[Dataset entries]
Start of Block

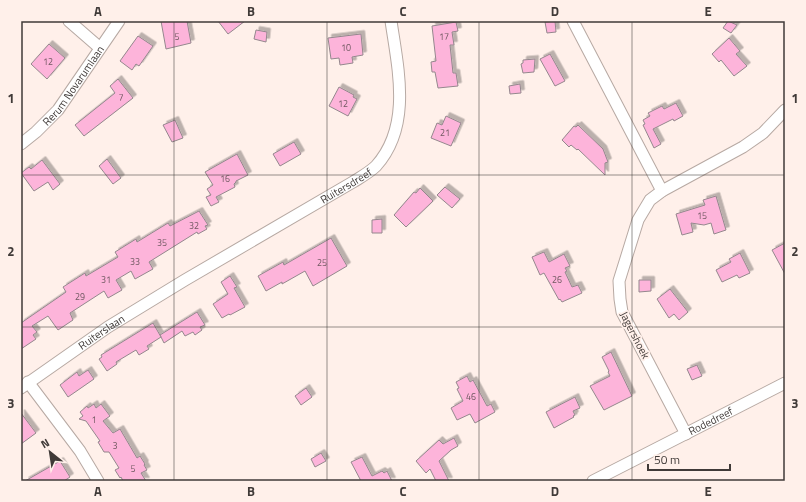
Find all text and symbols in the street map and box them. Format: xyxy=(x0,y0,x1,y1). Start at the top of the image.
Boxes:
text: A xyxy=(94,1,102,21)
text: B xyxy=(247,1,255,21)
text: C xyxy=(399,1,407,21)
text: D xyxy=(551,1,559,21)
text: E xyxy=(704,1,712,21)
house number: 5 xyxy=(174,30,180,43)
house number: 17 xyxy=(439,30,449,43)
house number: 10 xyxy=(341,41,351,54)
street label: Rerum Novarumlaan xyxy=(39,42,108,129)
house number: 12 xyxy=(43,55,53,68)
text: 1 xyxy=(7,88,15,108)
text: 1 xyxy=(791,88,799,108)
house number: 7 xyxy=(118,91,124,104)
house number: 12 xyxy=(338,97,348,110)
house number: 21 xyxy=(440,126,450,139)
street label: Ruitersdreef xyxy=(317,164,376,207)
house number: 16 xyxy=(220,172,230,185)
house number: 15 xyxy=(697,209,707,222)
house number: 32 xyxy=(189,219,199,232)
house number: 35 xyxy=(157,236,167,249)
text: 2 xyxy=(7,241,15,261)
text: 2 xyxy=(791,241,799,261)
house number: 33 xyxy=(130,255,140,268)
house number: 25 xyxy=(317,256,327,269)
house number: 31 xyxy=(101,273,111,286)
house number: 26 xyxy=(552,273,562,286)
house number: 29 xyxy=(75,290,85,303)
street label: Jagershoek xyxy=(616,308,654,362)
street label: Ruiterslaan xyxy=(75,311,128,353)
house number: 46 xyxy=(466,390,476,403)
text: 3 xyxy=(7,393,15,413)
text: 3 xyxy=(791,393,799,413)
street label: Rodedreef xyxy=(685,403,736,439)
house number: 1 xyxy=(91,413,97,426)
north arrow xyxy=(30,432,70,472)
text: N xyxy=(38,435,52,452)
house number: 3 xyxy=(112,439,118,452)
scale bar xyxy=(648,446,730,472)
text: 50 m xyxy=(654,450,680,469)
house number: 5 xyxy=(130,462,136,475)
text: A xyxy=(94,481,102,501)
text: B xyxy=(247,481,255,501)
text: C xyxy=(399,481,407,501)
text: D xyxy=(551,481,559,501)
text: E xyxy=(704,481,712,501)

End of Block

**What needs to be done**
Say how many lines in the data above contain the string "street", and give no other output.

**Solution to this task**
6